沈没現場はペクリョンドの南西部。過去に何度も南北間で銃撃戦が発生した海域に近いが、青瓦台(大統領府)関係者は27日午前、「現時点の情報では北朝鮮が関与した可能性は低い」との見解を示した。

軍当局によれば、26日夜のレーダー画像からは現場周辺に北朝鮮の軍艦艇の姿は確認されなかった。27日も北朝鮮軍に特別な動きはみられないといい、韓国政府・軍当局では沈没には「北朝鮮は無関係」との見方が強まりつつある。

沈没の原因を巡っては、船尾のスクリュー部分付近での爆発によって船底部に穴が開いたためとの観測が浮上している。軍当局は27日中にも沈没した哨戒艦を詳しく調べて原因の調査を進める方針だ。救助された58人のうち13人が重軽傷を負っており、治療を受けている。

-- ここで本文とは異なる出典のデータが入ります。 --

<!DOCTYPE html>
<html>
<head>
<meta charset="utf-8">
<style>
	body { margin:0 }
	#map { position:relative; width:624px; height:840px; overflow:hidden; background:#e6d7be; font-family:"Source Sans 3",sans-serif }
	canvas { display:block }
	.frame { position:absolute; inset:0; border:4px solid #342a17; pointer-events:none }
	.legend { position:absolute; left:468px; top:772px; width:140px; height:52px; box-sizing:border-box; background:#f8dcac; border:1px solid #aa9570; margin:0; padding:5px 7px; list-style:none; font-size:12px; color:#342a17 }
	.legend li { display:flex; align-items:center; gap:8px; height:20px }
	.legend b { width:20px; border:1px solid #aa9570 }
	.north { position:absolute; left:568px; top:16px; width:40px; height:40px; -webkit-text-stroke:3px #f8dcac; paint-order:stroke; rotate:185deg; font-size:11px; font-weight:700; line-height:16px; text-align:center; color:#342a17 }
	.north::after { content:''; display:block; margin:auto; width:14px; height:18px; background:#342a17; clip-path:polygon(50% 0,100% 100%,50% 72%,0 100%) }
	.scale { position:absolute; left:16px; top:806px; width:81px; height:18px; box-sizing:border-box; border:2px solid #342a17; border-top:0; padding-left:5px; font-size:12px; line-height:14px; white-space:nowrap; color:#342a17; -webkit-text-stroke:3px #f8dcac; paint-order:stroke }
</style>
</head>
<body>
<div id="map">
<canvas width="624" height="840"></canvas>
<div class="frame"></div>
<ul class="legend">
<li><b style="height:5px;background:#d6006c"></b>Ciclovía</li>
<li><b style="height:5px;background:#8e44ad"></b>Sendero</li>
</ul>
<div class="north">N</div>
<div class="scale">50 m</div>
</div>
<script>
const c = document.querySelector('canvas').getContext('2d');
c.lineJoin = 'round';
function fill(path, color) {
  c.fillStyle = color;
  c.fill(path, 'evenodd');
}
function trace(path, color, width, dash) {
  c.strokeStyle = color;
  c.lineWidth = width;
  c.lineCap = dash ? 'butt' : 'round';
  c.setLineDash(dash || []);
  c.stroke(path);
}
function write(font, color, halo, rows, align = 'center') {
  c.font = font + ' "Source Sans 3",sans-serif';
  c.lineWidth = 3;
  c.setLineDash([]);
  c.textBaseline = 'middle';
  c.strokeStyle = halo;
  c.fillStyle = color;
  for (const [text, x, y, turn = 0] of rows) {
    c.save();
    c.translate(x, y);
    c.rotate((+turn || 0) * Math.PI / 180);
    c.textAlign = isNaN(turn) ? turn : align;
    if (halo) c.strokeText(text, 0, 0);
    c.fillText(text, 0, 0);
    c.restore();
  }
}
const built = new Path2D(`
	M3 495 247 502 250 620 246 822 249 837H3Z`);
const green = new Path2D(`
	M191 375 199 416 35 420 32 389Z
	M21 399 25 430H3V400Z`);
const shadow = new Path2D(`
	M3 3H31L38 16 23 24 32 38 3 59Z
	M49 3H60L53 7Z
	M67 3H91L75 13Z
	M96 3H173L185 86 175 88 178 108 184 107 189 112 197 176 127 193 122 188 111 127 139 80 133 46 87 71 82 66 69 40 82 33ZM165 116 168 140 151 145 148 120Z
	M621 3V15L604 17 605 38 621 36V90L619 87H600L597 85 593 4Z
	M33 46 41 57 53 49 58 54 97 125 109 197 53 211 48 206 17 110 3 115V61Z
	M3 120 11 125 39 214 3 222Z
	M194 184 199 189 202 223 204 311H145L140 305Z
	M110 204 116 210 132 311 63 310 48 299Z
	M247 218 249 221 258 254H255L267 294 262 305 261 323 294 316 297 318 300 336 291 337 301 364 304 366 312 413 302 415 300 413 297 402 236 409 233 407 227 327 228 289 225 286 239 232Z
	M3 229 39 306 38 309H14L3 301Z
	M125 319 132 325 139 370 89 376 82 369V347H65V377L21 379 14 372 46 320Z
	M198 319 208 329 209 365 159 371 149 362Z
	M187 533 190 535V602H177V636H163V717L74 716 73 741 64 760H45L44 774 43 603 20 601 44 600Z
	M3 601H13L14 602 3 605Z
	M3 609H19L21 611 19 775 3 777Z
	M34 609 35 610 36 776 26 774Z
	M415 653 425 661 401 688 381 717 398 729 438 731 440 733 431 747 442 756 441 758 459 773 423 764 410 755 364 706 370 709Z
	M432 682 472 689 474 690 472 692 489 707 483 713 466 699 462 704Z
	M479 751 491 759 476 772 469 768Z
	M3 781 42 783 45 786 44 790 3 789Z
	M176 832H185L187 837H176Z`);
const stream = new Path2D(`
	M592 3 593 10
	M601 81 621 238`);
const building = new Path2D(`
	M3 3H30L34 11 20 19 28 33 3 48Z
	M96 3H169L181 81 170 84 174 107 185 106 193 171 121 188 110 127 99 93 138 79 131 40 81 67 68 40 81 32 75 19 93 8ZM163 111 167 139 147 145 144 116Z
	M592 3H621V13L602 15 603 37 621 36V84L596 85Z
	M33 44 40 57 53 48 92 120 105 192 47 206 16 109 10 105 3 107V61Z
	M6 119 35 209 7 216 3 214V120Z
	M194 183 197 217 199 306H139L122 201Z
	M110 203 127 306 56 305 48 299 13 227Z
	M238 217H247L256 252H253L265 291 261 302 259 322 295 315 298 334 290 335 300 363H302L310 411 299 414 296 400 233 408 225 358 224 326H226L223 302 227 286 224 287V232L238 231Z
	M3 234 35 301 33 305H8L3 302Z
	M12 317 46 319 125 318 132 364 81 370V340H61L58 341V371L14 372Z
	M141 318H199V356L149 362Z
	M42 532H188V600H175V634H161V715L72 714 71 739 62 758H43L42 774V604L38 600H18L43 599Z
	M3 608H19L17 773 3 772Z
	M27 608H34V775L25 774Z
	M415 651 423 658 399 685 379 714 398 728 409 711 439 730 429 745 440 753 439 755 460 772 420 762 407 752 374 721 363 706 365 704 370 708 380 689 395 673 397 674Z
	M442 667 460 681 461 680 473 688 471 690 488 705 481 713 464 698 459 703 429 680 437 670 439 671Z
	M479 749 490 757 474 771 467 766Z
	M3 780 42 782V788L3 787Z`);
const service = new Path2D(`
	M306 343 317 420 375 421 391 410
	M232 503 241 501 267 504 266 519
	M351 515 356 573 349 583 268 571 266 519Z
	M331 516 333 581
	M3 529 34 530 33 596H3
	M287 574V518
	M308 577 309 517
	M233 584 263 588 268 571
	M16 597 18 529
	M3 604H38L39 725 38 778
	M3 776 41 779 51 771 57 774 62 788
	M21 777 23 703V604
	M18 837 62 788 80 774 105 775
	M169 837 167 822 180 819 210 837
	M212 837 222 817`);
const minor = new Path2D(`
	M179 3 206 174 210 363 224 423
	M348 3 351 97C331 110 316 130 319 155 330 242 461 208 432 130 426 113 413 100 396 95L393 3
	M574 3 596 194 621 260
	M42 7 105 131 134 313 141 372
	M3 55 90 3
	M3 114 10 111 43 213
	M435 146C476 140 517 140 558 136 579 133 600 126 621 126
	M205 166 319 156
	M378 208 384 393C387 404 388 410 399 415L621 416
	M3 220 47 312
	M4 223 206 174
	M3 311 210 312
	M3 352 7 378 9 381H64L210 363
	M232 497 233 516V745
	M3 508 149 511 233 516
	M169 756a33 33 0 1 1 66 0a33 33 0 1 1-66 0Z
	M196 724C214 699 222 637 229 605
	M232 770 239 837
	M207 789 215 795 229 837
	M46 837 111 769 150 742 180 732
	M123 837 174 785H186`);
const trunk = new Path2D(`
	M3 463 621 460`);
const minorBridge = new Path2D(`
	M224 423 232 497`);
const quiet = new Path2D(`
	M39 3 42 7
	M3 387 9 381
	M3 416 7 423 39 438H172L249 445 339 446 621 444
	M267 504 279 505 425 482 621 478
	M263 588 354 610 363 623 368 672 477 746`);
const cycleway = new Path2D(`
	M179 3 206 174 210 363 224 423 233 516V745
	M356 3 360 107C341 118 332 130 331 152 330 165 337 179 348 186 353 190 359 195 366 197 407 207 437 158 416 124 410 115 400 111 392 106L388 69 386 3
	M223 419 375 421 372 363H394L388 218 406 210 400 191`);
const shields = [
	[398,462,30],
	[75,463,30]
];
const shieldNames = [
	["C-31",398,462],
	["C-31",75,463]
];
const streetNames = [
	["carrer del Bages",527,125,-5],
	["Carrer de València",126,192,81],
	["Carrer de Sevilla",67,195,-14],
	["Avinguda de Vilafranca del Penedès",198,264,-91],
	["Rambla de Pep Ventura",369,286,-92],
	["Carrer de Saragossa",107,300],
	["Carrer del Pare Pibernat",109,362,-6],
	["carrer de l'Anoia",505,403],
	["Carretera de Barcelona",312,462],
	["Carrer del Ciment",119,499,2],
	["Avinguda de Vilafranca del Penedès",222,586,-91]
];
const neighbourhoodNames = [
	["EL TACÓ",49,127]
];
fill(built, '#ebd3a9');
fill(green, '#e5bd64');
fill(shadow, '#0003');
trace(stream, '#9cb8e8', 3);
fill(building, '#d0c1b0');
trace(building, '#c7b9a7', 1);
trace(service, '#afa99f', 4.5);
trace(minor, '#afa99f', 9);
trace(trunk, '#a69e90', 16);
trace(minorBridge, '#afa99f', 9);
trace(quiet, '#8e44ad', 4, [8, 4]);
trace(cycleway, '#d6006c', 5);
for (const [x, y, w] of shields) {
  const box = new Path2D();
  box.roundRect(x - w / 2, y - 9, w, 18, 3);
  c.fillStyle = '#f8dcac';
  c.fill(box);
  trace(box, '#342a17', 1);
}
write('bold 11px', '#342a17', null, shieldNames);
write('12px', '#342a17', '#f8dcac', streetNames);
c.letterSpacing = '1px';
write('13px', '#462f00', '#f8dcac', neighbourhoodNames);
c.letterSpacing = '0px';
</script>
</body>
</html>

李明博(イ・ミョンバク)大統領は27日朝、26日夜に続いて緊急安全保障関係閣僚会議を招集した。青瓦台報道官によると、大統領は人命救助と情報収集に全力を挙げるよう指示するとともに、「すべての可能性を念頭に徹底して迅速に真相を究明しなければならない」と述べた。大統領は閣僚会議を27日夕に再び招集する予定だ。

沈没した哨戒艦「天安」は1200トン級。沈没現場に近いペクリョンドの住民は26日夜、「射撃音が15~20分間継続するのを聞いた」などと話したが、軍当局は「哨戒艦レーダーが物体を捕捉したが、鳥の群れと確認した」と説明した。